Он еле поспевал за мной, со страшным грохотом таща по ступенькам свой чемодан и зонтик.
— Это злосчастное совещание в Карпантра… Немцы отпустили меня и велели явиться туда как ни в чем не бывало… Не мог же я отказаться! Иначе меня бы убили…
Между четвертым и третьим этажами он жалобно добавил:
— Вообще-то я не чистокровный француз… Мой дед был из фламандцев. То есть, конечно, это я не в оправдание…
Схватился за щеку:
— Больно, больно… Наверно, абсцесс.
На третьем:
— Между прочим, почти все, кого я выдал после Карпантра, были евреи… То есть, конечно, боже сохрани, я не антисемит… Но это все-таки другое дело, а?
На втором, лихорадочно:
— Бежать в Испанию. Другого ничего не остается. На первом, покаянно:
— Не думайте, мне было неприятно. По-настоящему я, несмотря ни на что, всегда был против фашистов. Просто выбора не оставалось. Понимаете?
В такси:
— Нет, меня не пытали. Пытки я бы, может, и выдержал, как все… Кто его знает… Они были со мной так любезны, так вежливы. Растрогали до слез. Сказали, что считают меня другом…
Изумленно:
— Другом — меня, подумать только!
Мечтательно:
— Меня принимали как равного… Фрау Хюбхен, герр гауптман Красовски, фрейлейн Лотта…
Мрачно, нахмурив брови:
— Даже водили на концерт Саша Гитри!
Закрывая скобку:
— Поставьте себя на мое место!
Беззлобно, с ноткой восхищения:
— Это Кюль перед смертью поставил точку в моей истории. Видно, хотел перед смертью привести в порядок все дела. Я не в обиде — такая уж у человека мания.
Умоляюще:
— Но вы, юноша, вы-то меня понимаете? Прощаете меня?
— Какое там прощение! Достаточно взглянуть на вас, и станет ясно: это не ваша вина.

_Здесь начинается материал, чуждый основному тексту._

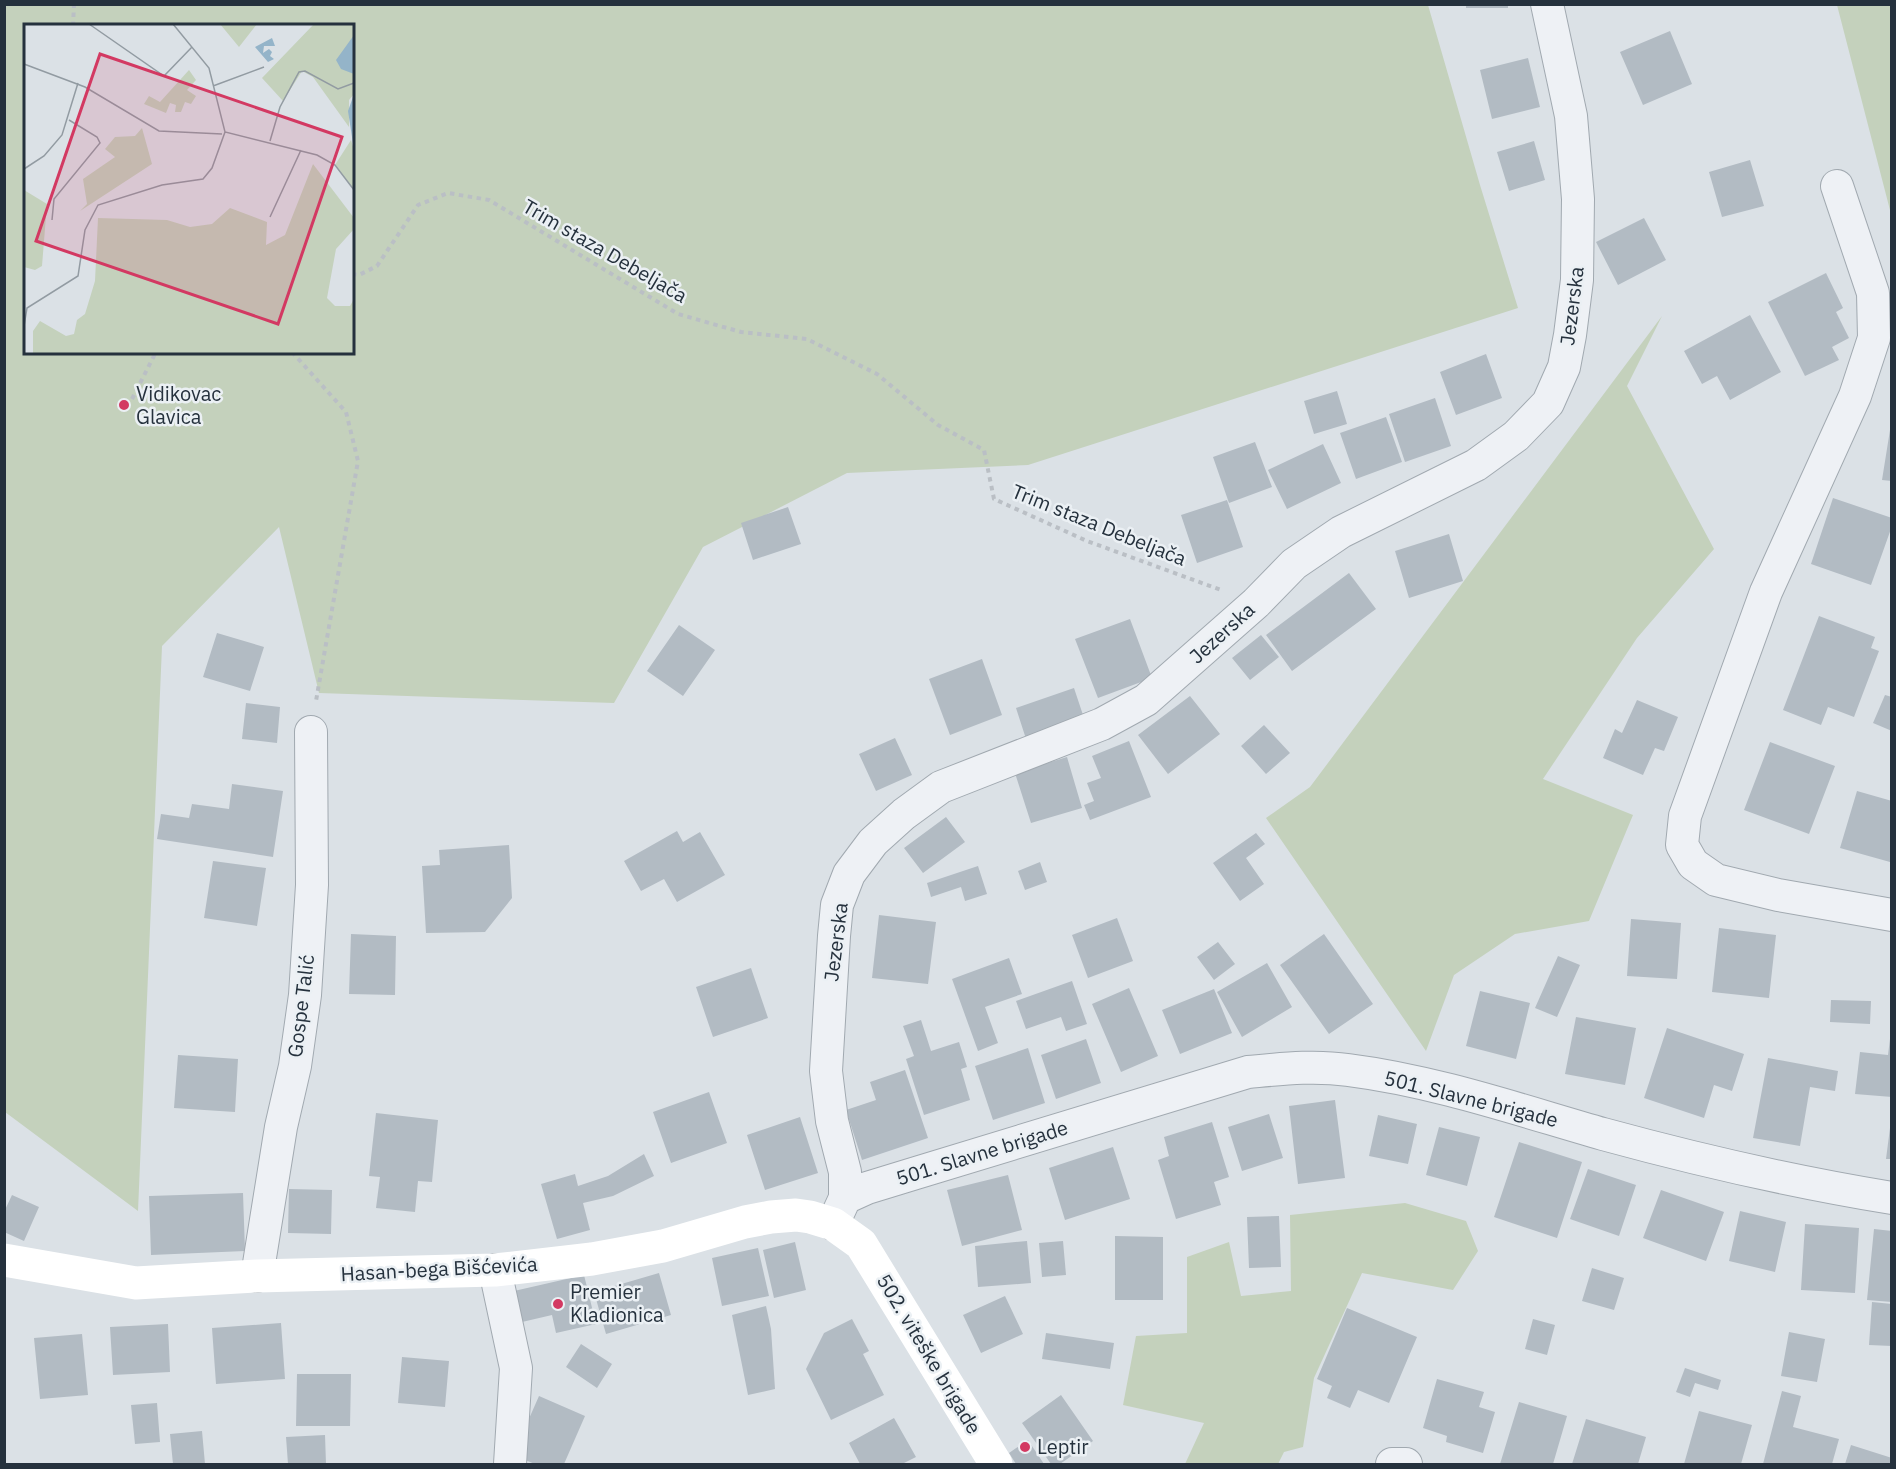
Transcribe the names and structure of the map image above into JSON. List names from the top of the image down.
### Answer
{
  "streets": {
    "street": [
      "Jezerska",
      "Gospe Talić",
      "501. Slavne brigade",
      "Hasan-bega Bišćevića",
      "502. viteške brigade"
    ],
    "path": ["Trim staza Debeljača"]
  },
  "crossings": [
    ["Trim staza Debeljača", "Jezerska"],
    ["Jezerska", "501. Slavne brigade"],
    ["Jezerska", "Hasan-bega Bišćevića"],
    ["Gospe Talić", "Hasan-bega Bišćevića"],
    ["501. Slavne brigade", "Hasan-bega Bišćevića"],
    ["Hasan-bega Bišćevića", "502. viteške brigade"]
  ],
  "places": ["Vidikovac Glavica", "Premier Kladionica", "Leptir"]
}
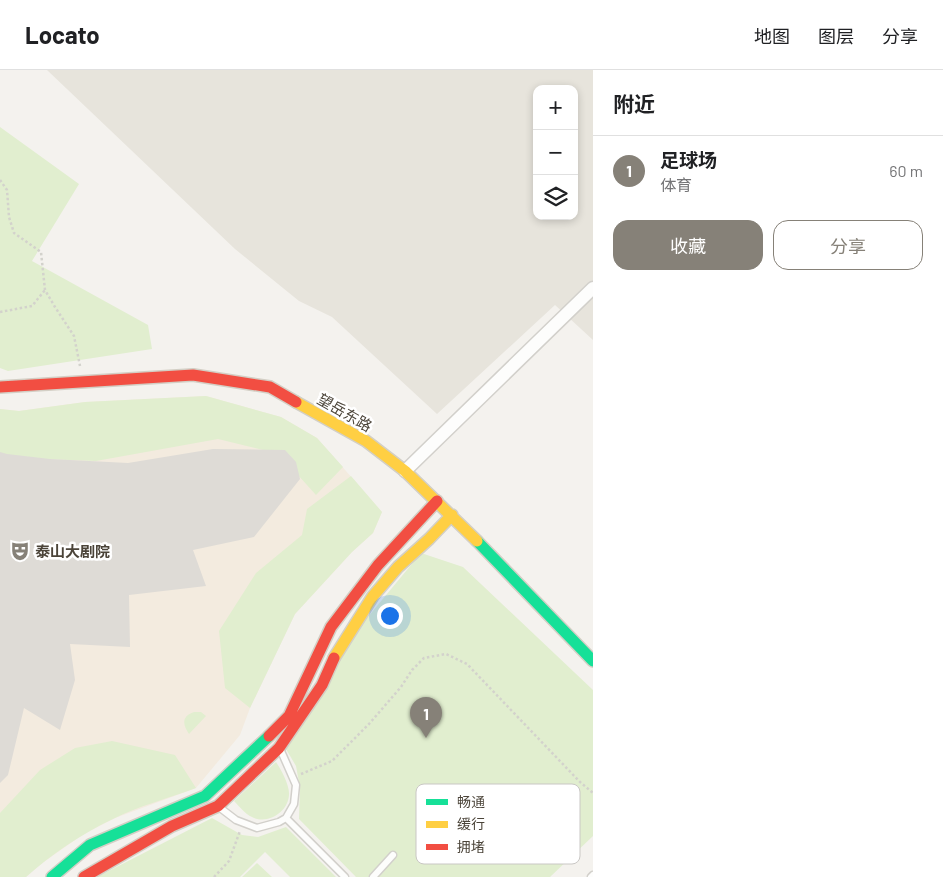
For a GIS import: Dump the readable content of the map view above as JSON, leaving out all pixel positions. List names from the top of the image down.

— Вот именно, вот именно что не моя, — обрадовался Вандерпут.
И встревоженно:
— Но тогда… вам не кажется, юноша, что чья-то вина тут все же есть? Что произошла какая-то… ошибка? Что я стал жертвой недоразумения, ужасной несправедливости? Ведь я был избран, это несомненно. Я, конечно, неверующий, но не приходит ли вам в голову, что меня избрал сам Бог, дабы люди вгляделись в себя и устыдились?

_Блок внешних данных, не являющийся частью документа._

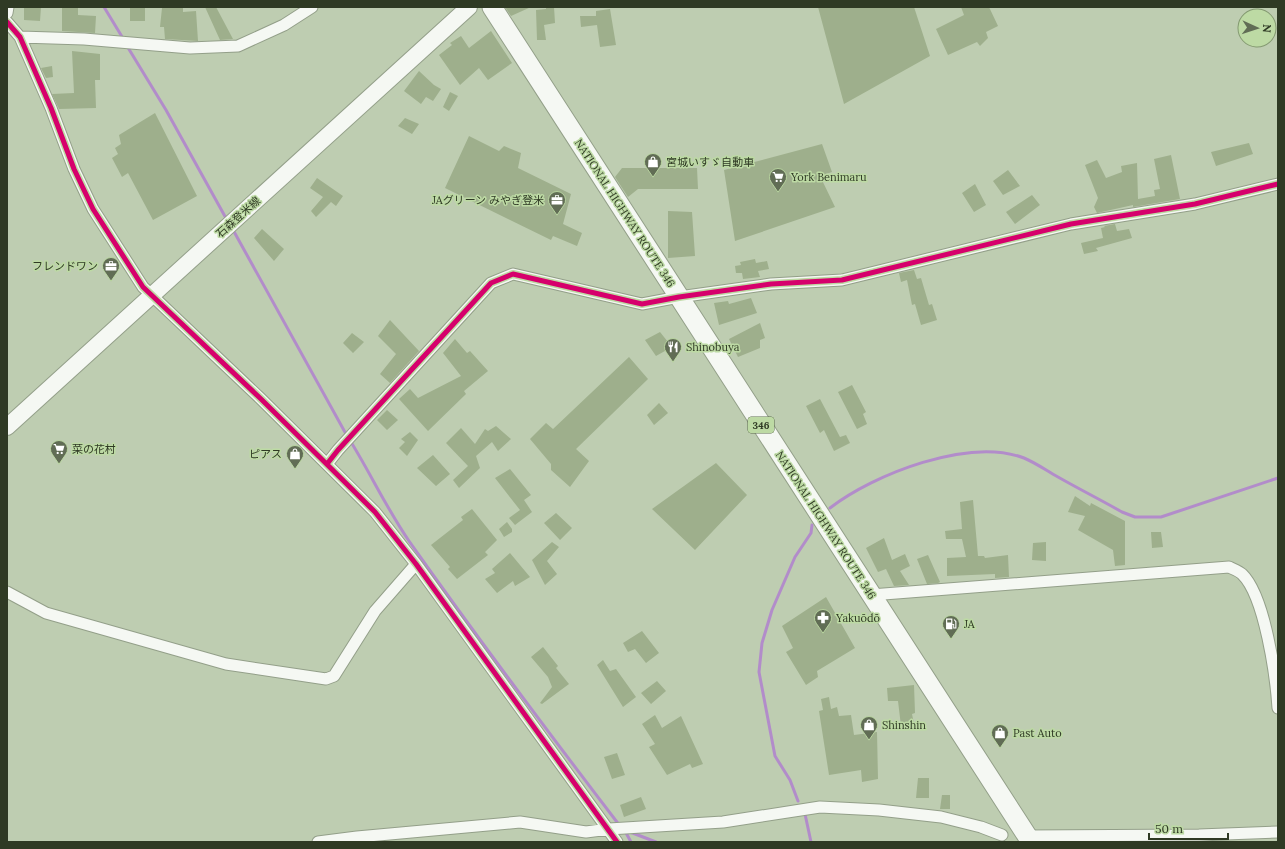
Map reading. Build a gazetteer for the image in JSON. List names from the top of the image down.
{
  "streets": {
    "highway": ["NATIONAL HIGHWAY ROUTE 346", "346"],
    "main road": ["石森登米線"]
  },
  "places": {
    "shop": [
      "宮城いすゞ自動車",
      "ピアス",
      "Shinshin",
      "Past Auto"
    ],
    "supermarket": ["York Benimaru", "菜の花村"],
    "office": ["JAグリーン みやぎ登米", "フレンドワン"],
    "restaurant": ["Shinobuya"],
    "pharmacy": ["Yakuōdō"],
    "fuel station": ["JA"]
  },
  "scale_bar": "50 m",
  "north": "right"
}
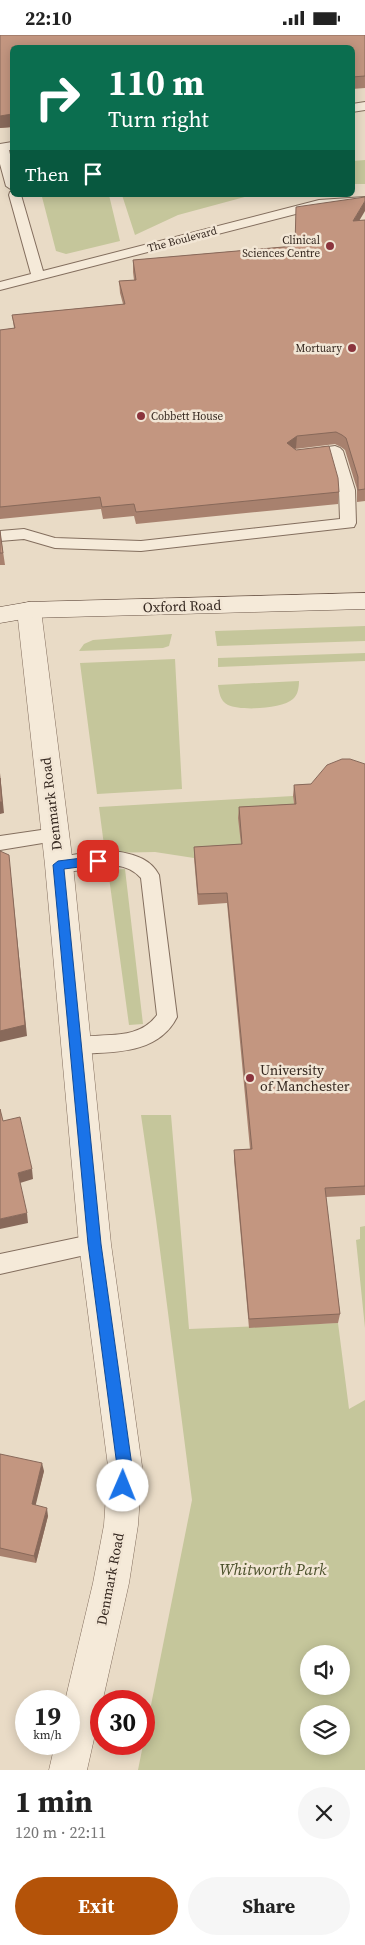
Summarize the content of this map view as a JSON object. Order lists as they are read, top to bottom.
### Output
{
  "streets": {
    "street": ["Oxford Road", "Denmark Road"],
    "lane": ["The Boulevard"]
  },
  "crossings": [
    ["Oxford Road", "Denmark Road"]
  ],
  "parks": ["Whitworth Park"],
  "places": [
    "Clinical Sciences Centre",
    "Mortuary",
    "Cobbett House",
    "University of Manchester"
  ],
  "page": {
    "status": "22:10",
    "turn": ["110 m", "Turn right"],
    "then": "Then",
    "speed": "19 km/h",
    "limit": "30",
    "heading": ["1 min", "120 m · 22:11"],
    "buttons": ["Exit", "Share"]
  }
}
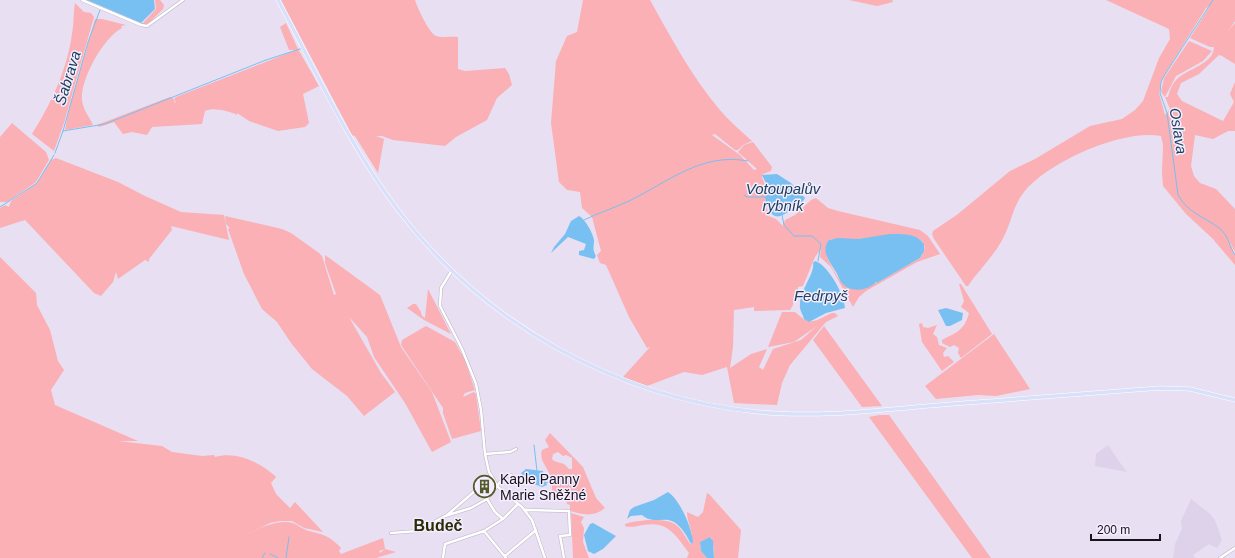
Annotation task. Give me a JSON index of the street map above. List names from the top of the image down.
{
  "districts": ["Budeč"],
  "water": [
    "Šabrava",
    "Oslava",
    "Votoupalův rybník",
    "Fedrpyš"
  ],
  "places": {
    "building": ["Kaple Panny Marie Sněžné"]
  },
  "scale_bar": "200 m"
}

В такси Вандерпута вместе с чемоданом швыряло то в одну, то в другую сторону, как пустой бочонок на волнах, и он цеплялся за мою руку, за дверцу.
— Плот «Медузы», — буркнул он.
— Что?
— Ничего-ничего. Я вспомнил одну известную почтовую открытку.
Агрессивно:
— У меня есть оружие. Я буду защищаться!
Я ощупал его карман, нашел здоровенный кольт с барабаном, типичный Дикий Запад, и отобрал его.
Вандерпут забился в угол, полосы света от вывесок и фонарей хлестали его по лицу.
— Меня предали, — жалобно сказал он.
И обреченно воскликнул:
— А! Все это бесполезно. Человеку прощения нет. Машину снова тряхнуло, он навалился на меня.
Минуту помолчал, а потом весь скривился, схватился за щеку и взвыл:
— O-о! Больше не могу!
Лицо его перекосила боль, самая древняя, терзавшая человека еще за сотни тысяч лет до того, как появились муки совести. Зубная боль преобразила Вандерпута. Морщины, мешки под глазами как-то сгладились, страдание его облагородило и даже придало некоторое достоинство.
— Я не могу так ехать! Глаз не сомкну всю ночь!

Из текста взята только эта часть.